For this exercise, please find the lines in the entries that include the word "street" and copy them.

──────── Source material

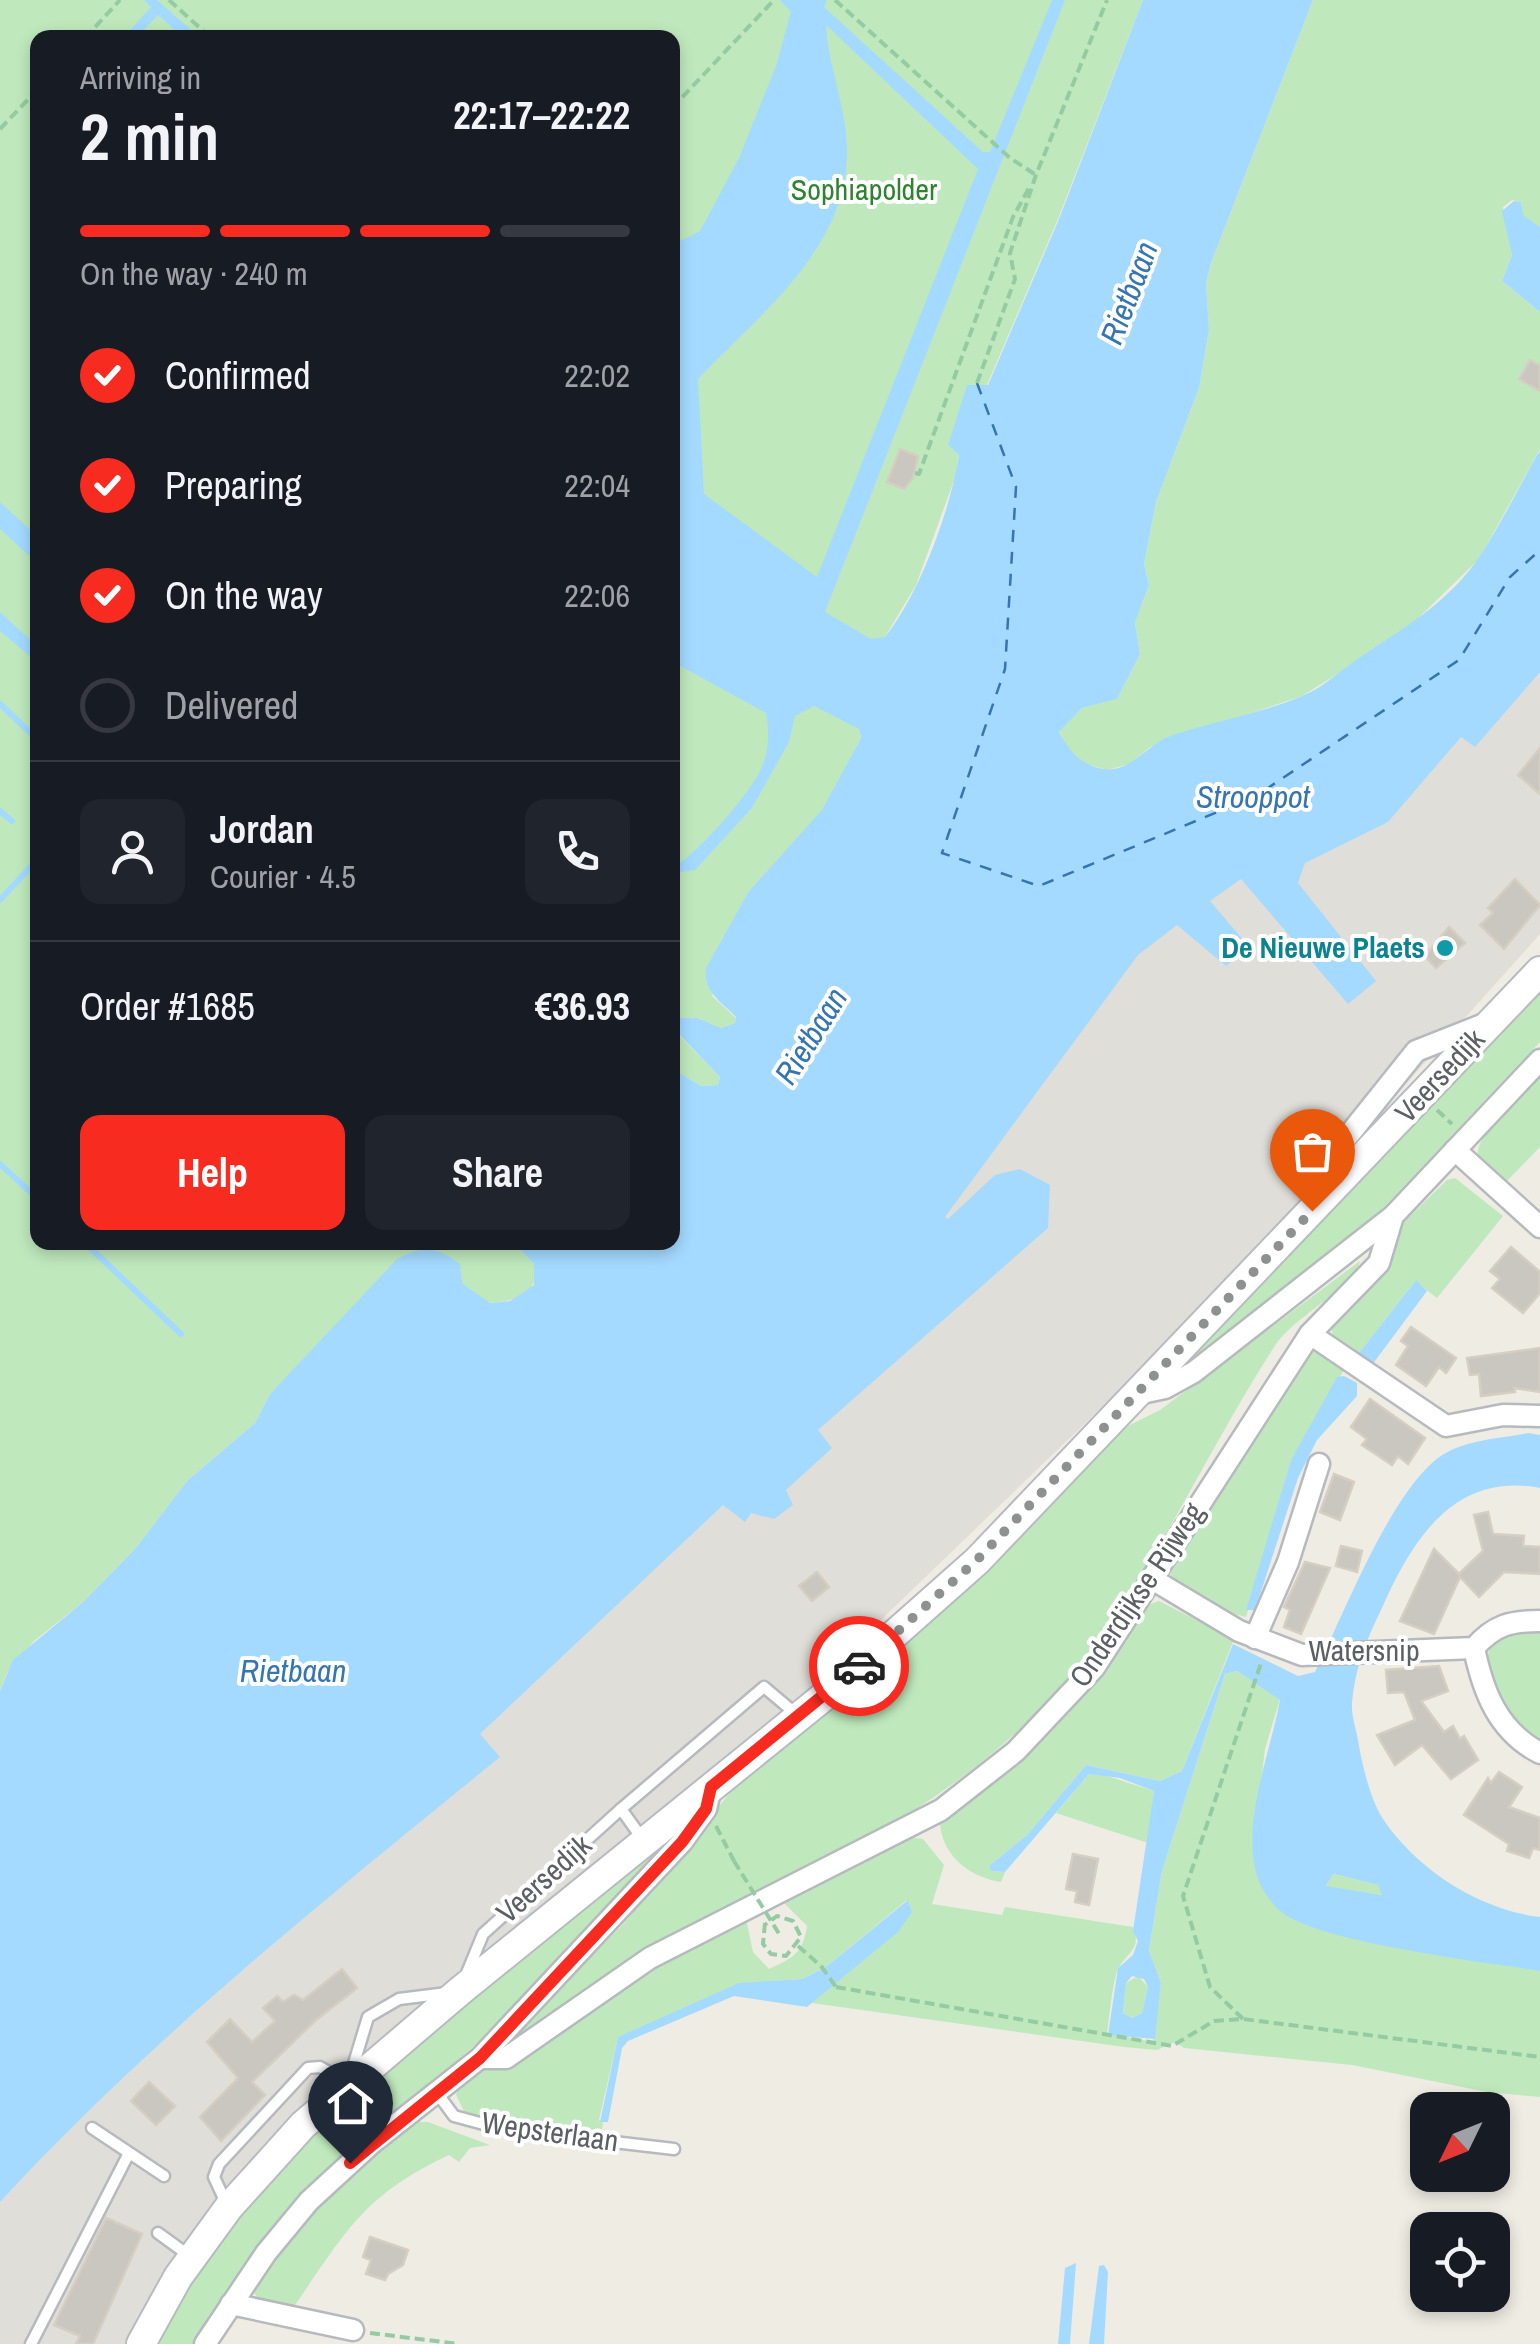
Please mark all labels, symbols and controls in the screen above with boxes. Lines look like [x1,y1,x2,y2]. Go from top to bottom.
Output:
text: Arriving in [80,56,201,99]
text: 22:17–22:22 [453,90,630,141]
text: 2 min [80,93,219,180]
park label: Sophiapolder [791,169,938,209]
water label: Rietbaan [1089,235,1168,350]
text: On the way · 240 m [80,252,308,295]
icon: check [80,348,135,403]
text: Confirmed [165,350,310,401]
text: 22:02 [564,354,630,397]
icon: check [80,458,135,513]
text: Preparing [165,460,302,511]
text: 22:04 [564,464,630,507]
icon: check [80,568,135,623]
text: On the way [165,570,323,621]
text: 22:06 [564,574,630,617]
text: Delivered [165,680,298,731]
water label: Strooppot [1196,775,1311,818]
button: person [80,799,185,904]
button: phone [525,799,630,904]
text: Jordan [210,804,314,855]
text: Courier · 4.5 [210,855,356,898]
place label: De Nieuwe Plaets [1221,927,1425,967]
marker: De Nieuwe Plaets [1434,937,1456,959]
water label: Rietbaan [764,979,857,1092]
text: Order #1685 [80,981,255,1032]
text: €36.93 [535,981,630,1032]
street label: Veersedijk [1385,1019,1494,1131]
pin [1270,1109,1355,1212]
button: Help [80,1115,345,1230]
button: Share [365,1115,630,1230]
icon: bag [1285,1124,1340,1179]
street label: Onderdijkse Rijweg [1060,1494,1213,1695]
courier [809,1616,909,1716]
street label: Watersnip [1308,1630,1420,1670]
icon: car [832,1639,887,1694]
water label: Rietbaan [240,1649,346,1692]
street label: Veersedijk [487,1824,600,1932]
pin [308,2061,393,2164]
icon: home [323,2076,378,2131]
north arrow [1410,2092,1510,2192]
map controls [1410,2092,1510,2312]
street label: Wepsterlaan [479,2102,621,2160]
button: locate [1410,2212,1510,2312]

────────────────

[Response to the exercise]
street label: Veersedijk [1385,1019,1494,1131]
street label: Onderdijkse Rijweg [1060,1494,1213,1695]
street label: Watersnip [1308,1630,1420,1670]
street label: Veersedijk [487,1824,600,1932]
street label: Wepsterlaan [479,2102,621,2160]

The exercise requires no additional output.